Perakende BT Yönetimi
Perakendeyi bir önceki yazımda bildiğim kadarıyla anlatmaya ve değerlendirmeye çalışmıştım. Kısaca özetlemek gerekirse, perakende tüm sektörlerden daha dinamik, nihai tüketiciye direkt dokunan, ihtiyaçları ve süreçleri devamlı değişen bir sektör. Böyle bir sektörde tabi ki BT tarafını da diğer sektörlere kıyasla daha fazla zorluk ve sorumluluk bekliyor. Bunları size kısaca özetlemek gerekirse:
• BT’nin perakende sektöründe asli ve en zor görevi, teknolojik gelişmeleri yakından takip edip, bu gelişmelerin firmaya nasıl değer katabileceği konusunda stratejiler geliştirmek ve bu stratejileri, iş birimlerine çok fazla teknik detay vermeden, şirkete kazandıracağı değerleri anlatmak ve gerekirse onları bu teknolojileri kullanmak adına ikna etmektir. BT’nin günümüzde tüm firmalardaki stratejik liderliği aslında bu kapsamla başlamaktadır.Bu konuyu başka bir yazıda detaylandırmak istiyorum.
• Perakende firmalarında tempo o kadar yüksektir ki, bazen iş birimleri bu tempodan dolayı hatalar yaptığını ya da basitçe bazı sorunlarını çözebileceğini fark edemez. BT olarak bu konuları, genelde iş birimlerinden önce görüp çözümler sunmanız gerekmektedir.
• İş birimlerinin sürekli süreçleri ve kapsamı değiştiğinden, BT değişiklik talepleri oldukça fazladır. Bu talepleri önceliklendirmek, önceliklendirirken de firmaya ne kadar katma değer katacağını hesaplamak gerekiyor. İş birimlerine sorduğunuzda herkesin talebi acil ve olmazsa olmazdır, ama tüm talepleri tarafsız bir gözle süzüp, şirkete getireceği değer ve tahmini gerçekleştirme eforlarını değerlendirerek karar verilmelidir.
• Değişim yönetimindeki bir diğer parça da, iş birimleri yeni bir değişiklik için talepte bulunurken, kendi mevcut süreci ya da başka bir birimin sürecinin etkilenme durumunu değerlendirmez.
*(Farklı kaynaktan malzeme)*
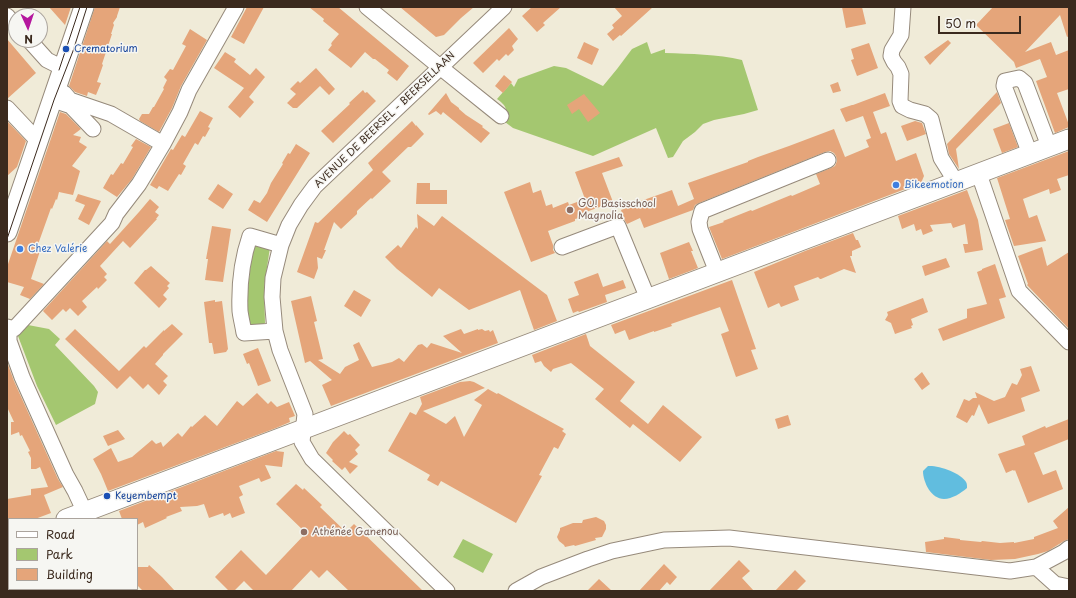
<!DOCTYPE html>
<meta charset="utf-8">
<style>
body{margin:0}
#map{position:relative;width:1076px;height:598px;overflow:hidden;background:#f0ebd8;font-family:"Playpen Sans",sans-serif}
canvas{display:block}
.frame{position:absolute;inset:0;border:8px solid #3b2a1e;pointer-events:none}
.legend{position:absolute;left:8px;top:518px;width:130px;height:72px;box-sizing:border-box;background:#f6f6f2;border:1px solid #aba49d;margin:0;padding:5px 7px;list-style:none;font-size:12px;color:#3b2a1e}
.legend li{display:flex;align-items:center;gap:8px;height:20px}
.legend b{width:20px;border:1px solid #aba49d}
.north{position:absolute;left:8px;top:8px;width:40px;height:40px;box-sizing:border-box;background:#f6f6f2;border:1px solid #aba49d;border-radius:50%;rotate:177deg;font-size:11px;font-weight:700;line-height:16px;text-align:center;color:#3b2a1e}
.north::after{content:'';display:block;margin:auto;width:14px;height:18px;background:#b5179e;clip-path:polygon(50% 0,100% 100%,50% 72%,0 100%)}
.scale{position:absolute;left:938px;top:16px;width:83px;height:18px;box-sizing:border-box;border:2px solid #3b2a1e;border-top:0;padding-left:5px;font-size:12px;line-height:14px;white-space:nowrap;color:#3b2a1e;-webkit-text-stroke:3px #f6f6f2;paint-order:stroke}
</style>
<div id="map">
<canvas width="1076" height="598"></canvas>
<div class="frame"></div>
<ul class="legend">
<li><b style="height:5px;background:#fff"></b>Road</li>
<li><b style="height:11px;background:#a4c770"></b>Park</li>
<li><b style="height:11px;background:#e5a57a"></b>Building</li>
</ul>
<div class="north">N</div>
<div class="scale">50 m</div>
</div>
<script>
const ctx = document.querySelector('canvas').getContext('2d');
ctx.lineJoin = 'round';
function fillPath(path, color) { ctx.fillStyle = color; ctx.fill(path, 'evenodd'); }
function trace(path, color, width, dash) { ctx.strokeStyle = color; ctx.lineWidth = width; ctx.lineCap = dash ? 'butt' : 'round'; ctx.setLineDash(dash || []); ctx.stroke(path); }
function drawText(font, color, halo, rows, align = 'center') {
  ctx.font = font + ' "Playpen Sans",sans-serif'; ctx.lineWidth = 3; ctx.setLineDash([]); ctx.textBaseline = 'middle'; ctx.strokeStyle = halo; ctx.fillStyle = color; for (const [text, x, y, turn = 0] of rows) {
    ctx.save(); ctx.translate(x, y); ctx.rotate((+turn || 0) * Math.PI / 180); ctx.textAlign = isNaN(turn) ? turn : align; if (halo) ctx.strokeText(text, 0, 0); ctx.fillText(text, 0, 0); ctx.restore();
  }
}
fillPath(new Path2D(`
 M647,42L651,54L665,49V53C691,54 717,54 742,60L758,110L744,114L714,120L703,124L695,132L683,141L673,157L668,158L656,128L593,156L513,128L505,122L503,124L499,122C508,111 509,108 497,99L511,83L514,87L518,79L554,66L566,68L603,86L617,69L632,49Z
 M253,245L270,247L264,288L265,323L264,324L249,326L247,318V296Z
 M28,325L49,329L60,339L55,345L94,386L98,392L95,404L56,425L37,386L18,336Z
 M463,539L493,554L483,573L453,557Z
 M9,551V589H107L108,591H7V552Z`), '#a4c770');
fillPath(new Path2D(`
 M928,466C938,465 961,473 966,482C967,484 967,485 967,488C961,493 952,499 944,499C931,499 923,482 923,471Z`), '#61bddf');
fillPath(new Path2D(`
 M49,7H71L65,25Z
 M95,7H120L117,16V17L113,23L114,25L111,34H112L102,64L103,65L97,82L101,83L96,95L88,92L87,96L75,92L69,86Z
 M247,7H264L244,44L231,37Z
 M309,7H338L409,66L397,81L387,73L389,70L375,59H373L365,52L351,68L328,50L332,45L331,44L332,42L339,34L323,21L324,19Z
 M400,7H474L461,18L444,35L436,37Z
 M532,7H561L543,23L545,25L537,32L522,16Z
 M614,7H653L621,36L620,35L613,41L607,34L614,28L612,25L622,16Z
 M842,7H862L866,24L846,28Z
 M993,7H1069V36L1067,37L1060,15L1025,52L1051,42L1056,55L1069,50V89L1057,93L1069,125V127L1055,133L1036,81L1047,77L1040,59L1016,68L1014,62L976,25Z
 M509,28L518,39L512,46L514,50L508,56L506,54L499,61L497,59L483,73L473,63Z
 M190,29L207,40L181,86L172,108L159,132L140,121L139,119L142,114H149L153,107H154L164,89L163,88L167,80L164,77L170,69L173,70L186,46L182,44Z
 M7,39L36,73L7,99Z
 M948,40L951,43L930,65L924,57Z
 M584,42L599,49L592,65L577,58Z
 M869,43L878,68L857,76L851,60L854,59L851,49Z
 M225,52L236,59L234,62L250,75L256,68L265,77L249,97L254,102L240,118L228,107L244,88L214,68Z
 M316,68L335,89L329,95L320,86L297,108H293L287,103L296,94L290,89L298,81L300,83Z
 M504,75L512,82L503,93L495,86Z
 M838,82L841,91L833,93L830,85Z
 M363,90L365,93L367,92L376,101L333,143L321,131L350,104L349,103Z
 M997,92L1001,103L956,149L959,169L949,154L947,144Z
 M446,93L451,102L459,108V109L466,115L483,126L482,127L490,133L481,143L443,112L441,115L436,111L429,115L428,114Z
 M885,93L890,106L873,112L881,134L886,132L896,161L916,153L924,176L921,183L722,259L709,227L724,222L723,221L731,218L751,210L752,211L791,195L792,196L820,184L816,174L831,168L835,166L837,161L836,156L834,153L830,151L825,152L699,203L695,205L693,210L644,228L640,218L627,224L625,221L621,210L635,205V203L672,190L678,206L694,199L688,183L748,162V161L758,157L789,146L834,129L845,157L869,147L866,140L871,138L863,116L846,122L840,109L852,105H853Z
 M584,94L600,113L588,122L579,109L572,114L567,105Z
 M200,111L213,118L208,127L210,128L205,137L203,136L198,145L195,143L183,164L186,166L181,175L179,174L168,191L159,186L157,189L150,185L171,149L173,150L182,135L185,137Z
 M60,112L66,114L81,129L73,135L81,137L79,142L87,147L72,166L80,171L73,195L59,192L57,200L56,199L52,209L51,208L36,250L40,251L31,279L44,284L30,299L20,295L24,287L7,282V267Z
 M7,121L26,141L17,167L7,176Z
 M412,121L416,126V125L424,134L411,147H408L382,172L391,181L372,199L371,198L357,211V214L341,229L334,222L324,250H326L322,259L317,257L318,268L314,279L297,272L315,222L318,223L373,170L368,163Z
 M915,121L922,123L926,134L907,141L901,126Z
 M1009,123L1018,147L1002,153L993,129Z
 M136,139L151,147L132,179L117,197L103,188L111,174L113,175L121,163L123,164L133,147L131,146Z
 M296,144L310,153L267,222L248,210L254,200L260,203L267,193L271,183L283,164L282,163L288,153L290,154Z
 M1069,151V175L1057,179L1061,190L1050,194L1049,189L1023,199L1029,218L1037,215L1046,241L1014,246L1005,220L1010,219L997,178Z
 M619,157L623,166L602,173L613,202L578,215L579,218L575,219V221L548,231L553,245V250L555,253L531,262L504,192L530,182L533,193L541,190L546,206L552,204L553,208L568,202L569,205L585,199L575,172Z
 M417,183H430V190H447V204H416Z
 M218,184L233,194L223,209L208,199Z
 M967,190L978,220L983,250L965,253L963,244H968L965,224L953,228L951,223L930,225L933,231L923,235L921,229L916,231L914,224L902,229L898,216Z
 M78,194L101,201L89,225L78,219L85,205L75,201Z
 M150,199L159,207L155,212L159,215L156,219H157L130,248L123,241L100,266L107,274L104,277L107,280L98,289L97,287L82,301L87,307L78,316L70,308L66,312L63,309L52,320L43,311L107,241L110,244L139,212Z
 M417,214L434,226L442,216L547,295L557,321L534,330L520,290L469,310L439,288L432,297L397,269L385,257L398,245L401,248L416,227L418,229Z
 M212,226L231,229L223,282L205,280L208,259H206Z
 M853,233L856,240H858L861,247L852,251V256H850L856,273L844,269L821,279H820L818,277L794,286L799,300L781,307L779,303L768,308L754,272L805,251Z
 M689,242L693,251H691L698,268L669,279L660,253Z
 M1042,247L1047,266L1069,252V329L1027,285L1028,284L1018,256Z
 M946,258L950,267L925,276L922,266Z
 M995,264L1006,297L999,299L1005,318L943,341L938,329L967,318V309L987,304L977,272L982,270V269Z
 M151,266L170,283L167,286L169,288L163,295L167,299L159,308L134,283L145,270H146Z
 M598,273L603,287L623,280L626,288L605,295L607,302L579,312L578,311L573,313L568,299L579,295L574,282Z
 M732,280L756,349L751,350L758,369L736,377L721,334L729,331L720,307L671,324L672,326L654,332V331L629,340L625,330L615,334L611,325Z
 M354,290L371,300L361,317L344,306Z
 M311,296L317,321L314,322L323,359L318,360L340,374L345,367L359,360L353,345L359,342L372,367L392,362L399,358L404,362L418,345L422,344L427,348L431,343L462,353L443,336L461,329L464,334L478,329V330L482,329L485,331L489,330L490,332L493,330L498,343L331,406L322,385L332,380L310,361L305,363L291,301Z
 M923,298L928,312L911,319L913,325L911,326L912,328L895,334L891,323L885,320L888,315L887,312Z
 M215,300V302L222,301L228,349L226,352L214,354L212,343H209L204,302Z
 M172,324L183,334L163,354V355L155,364L168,376L163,381L167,385L159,395L148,384L143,389L130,376L117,389L65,339L75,329L119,371L144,346L146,348L164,330V331Z
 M586,334L590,346L635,382L620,401L648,424L663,405L702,437L680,462L633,424L630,428L595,399L604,389L571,363L553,369L551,372L544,366L541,361L535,363L532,355Z
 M258,348L271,381L258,386L249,363L247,364L243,354Z
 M7,362L14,381L58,479L63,487L44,495L51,513L35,519H7V499L31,495V489L48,487L40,467L36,469H31V458L28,452L30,451L22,435L20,436L19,432L11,435V422H14L7,407Z
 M1031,366L1040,391L1021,398L1025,411L988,424L979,404L974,416L972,415L967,423L956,417L964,399L969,401L973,398H977L975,392L994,401L1005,397L1012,383L1017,385L1022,375L1020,369Z
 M922,372L930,384L922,390L914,379Z
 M470,381L474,382L485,388L423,411L446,424L455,416L464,437L482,405L474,400L488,389L497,394L498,393L564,429L562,431L566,434L558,449L554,447L539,475L542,476L516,523L441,481L438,486L427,480L430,475L388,451L410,412L416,415L422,404L420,397L460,382Z
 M257,393L268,404L271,401L277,407L289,402L295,416L289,418L290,422L276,428L108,491L101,474L93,459L111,448L118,462L132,457L152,440L156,444L161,442L163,447L178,433L182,437L191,426L192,427L205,415L217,426L237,401L243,406Z
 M788,415L791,425L778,429L775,419Z
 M1069,419V439L1034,453L1043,475L1056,470L1063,489L1028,503L1015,470L1014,471L1013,470L1006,473L998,454L1025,445L1022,436L1045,426L1046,428Z
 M118,430L125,439L108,446L103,436Z
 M344,431L348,435L350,434L360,445L355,450L358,454L349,462L358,466L350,474L345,467L342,470L332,461L333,460L326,453L333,442Z
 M276,451L284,452L282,467L265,465L271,478L261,482L259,478L239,486L243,495L239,497L245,513L232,518L230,513L224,516L223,513L209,518L204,504L197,506L180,507L182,511L166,517L167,518L145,528L143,522L137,525V519H122L119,511Z
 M296,484L303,490L304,488L322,505L320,507L346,532L354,524L423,591H349L327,570L319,578L311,570L291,591H254L244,581L234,591H229L215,577L241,550L266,575L306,533L276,504Z
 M1069,507V539L1064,541L1048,551L1038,554L1015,559L991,560L926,552L925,542L944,539V537L960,539V540L981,542L982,541L1000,543L1014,542V543L1034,539V537L1058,528L1053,521Z
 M596,517L604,521L606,525V529L602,537L595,538L596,540L575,546L574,545L565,547L564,545L559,541L557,537L560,530V528L573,523H582L583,520Z
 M739,560L750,571L742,578L754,591H709Z
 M664,564L677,577L670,585L667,582L659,591H639Z
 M149,565L162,577L175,591H143L137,585V567H148Z
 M795,570L806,581L796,591H775Z
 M599,579L612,591H587Z`), '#e5a57a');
const minor = new Path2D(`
 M367,7L440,67L501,116
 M903,7L901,35L892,50L891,56L894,62L898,67L901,74L900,101L902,106L910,110L925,114L931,119L941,158L956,182
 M7,16L16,26
 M29,40L47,60L63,68
 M61,92L64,93L70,100L111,114L163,144
 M62,103L71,106L93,129
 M7,108L38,141
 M1030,154L1004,86L1005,81L1019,78L1025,83L1049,146
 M979,174L1019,291L1069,342
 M562,247L618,226L648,299
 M717,272L700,229L699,222L702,211L828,160
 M7,327L14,329L112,223L116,214L139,184L163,144L180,112L189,90L236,7
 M275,331L244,333C243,326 241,319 240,311C239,286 242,259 250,236L281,245
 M9,335V341L22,377L66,475L75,491L88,519
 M1036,567L1055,584L1069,587
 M118,589V591
 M447,591L312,459L302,442L305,414L280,350L275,331L272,297L273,278L281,245L289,225L301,205L315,186L504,7
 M516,591L541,577L588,559L612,551L664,540L729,538L1010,571L1036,567L1064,552L1069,548`);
const major = new Path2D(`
 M7,232L84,7
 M66,519L956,182L1069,139
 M7,541L9,540`);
trace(minor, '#968a7b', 17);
trace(major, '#968a7b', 21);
trace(minor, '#fff', 15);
trace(major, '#fff', 19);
trace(new Path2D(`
 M59,70L80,7
 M7,239L54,100L73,51L87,7`), '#3b2a1e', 1);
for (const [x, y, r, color] of [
 [66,49,4,"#1a4fb4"],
 [896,185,4,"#3f7fe0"],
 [570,210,4,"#8d6e63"],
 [20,249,4,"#3f7fe0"],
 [107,496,4,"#1a4fb4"],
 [304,532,4,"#8d6e63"]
]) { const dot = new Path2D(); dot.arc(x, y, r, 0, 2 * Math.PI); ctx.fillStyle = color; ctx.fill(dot); trace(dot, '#f6f6f2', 1.5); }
drawText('10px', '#164399', '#f6f6f2', [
 ["Crematorium",74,49],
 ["Keyembempt",115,496]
], 'left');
drawText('10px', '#3b2a1e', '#f6f6f2', [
 ["AVENUE DE BEERSEL - BEERSELLAAN",385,120,-44]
]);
drawText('10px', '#366cbe', '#f6f6f2', [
 ["Bikeemotion",904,185],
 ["Chez Valérie",28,249]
], 'left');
drawText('10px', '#785e54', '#f6f6f2', [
 ["GO! Basisschool",578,204],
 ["Magnolia",578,216],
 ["Athénée Ganenou",312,532]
], 'left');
</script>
BT olarak bu talepleri değerlendirirken, firmanın etkilenebilecek tüm süreçlerini analiz edip, bunları iş birimleri ile değerlendirmek, bazen istenilen sürecin, bazen de etkilenen sürecin değişikliğine şirket menfaatleri doğrultusunda karar vermek gerekir.
• Kararlar ve süreçler çok hızlı değiştiğinden, bazen siz bir değişimi hayata geçirirken, söz konusu değişim talepleri değişebilir ve hatta tamamen geri çekilebilir. Bu gibi durumlarda sizin ve ekibinizin motivasyonunu yukarıda tutmak pek kolay olmayacaktır, çünkü harcanan eforlar boşa gitmiş ve en başa dönülmüş olacaktır.Boşa harcanan eforlar ve devreye alınmayan değişimler, bir sonraki süreçte BT çalışanları tarafından direnç gösterilmesine sebebiyet verebilir.
• Perakendenin doğası gereği çok fazla operasyonel iş vardır. Bu operasyonel işleri de yapmak için ekstra personel istihdam edilir. Bu işlemleri, teknoloji yardımıyla ne kadar otomatize edebilirseniz, söz konusu işlerde çalışan kişileri de o kadar katma değerli işlere kaydırabilirsiniz.Örnek olarak, çok fazla ana veri oluşturan birimlerin işlerini kolaylaştırmak, onların diğer işlerine harcayacağı zamanı arttırıp şirkete katma değer getirmektedir.
• Perakende de süreçler tasarlanırken, olası suistimalleri önceden görüp, önlemleri almanız gerekmektedir. Perakendede ne yazık ki süreçlerdeki çatlaklar veya boşluklar, suistimalin yolunu açmaktadır. Süreçleri tasarlarken, diğer süreçleri de göz önünde bulundurup, herhangi bir suistimalin gerçekleşmesi engellenmelidir.
Yukarıdaki maddelerden anlaşılacağı üzere, perakende tüm birimler için gerçekten zorlayıcı bir sektör. Yazımı bitirirken tecrübeli bir perakendecinin sözüyle bitirmek istiyorum, ‘Perakende bir kere kanınıza girdi mi, ölene kadar sizin peşinizi bırakmaz’. Perakendeyi bırakıp başka sektörlere geçenler genelde monotonluktan ve meydan okunma eksikliğinden motivasyon düşüklüğü yaşar.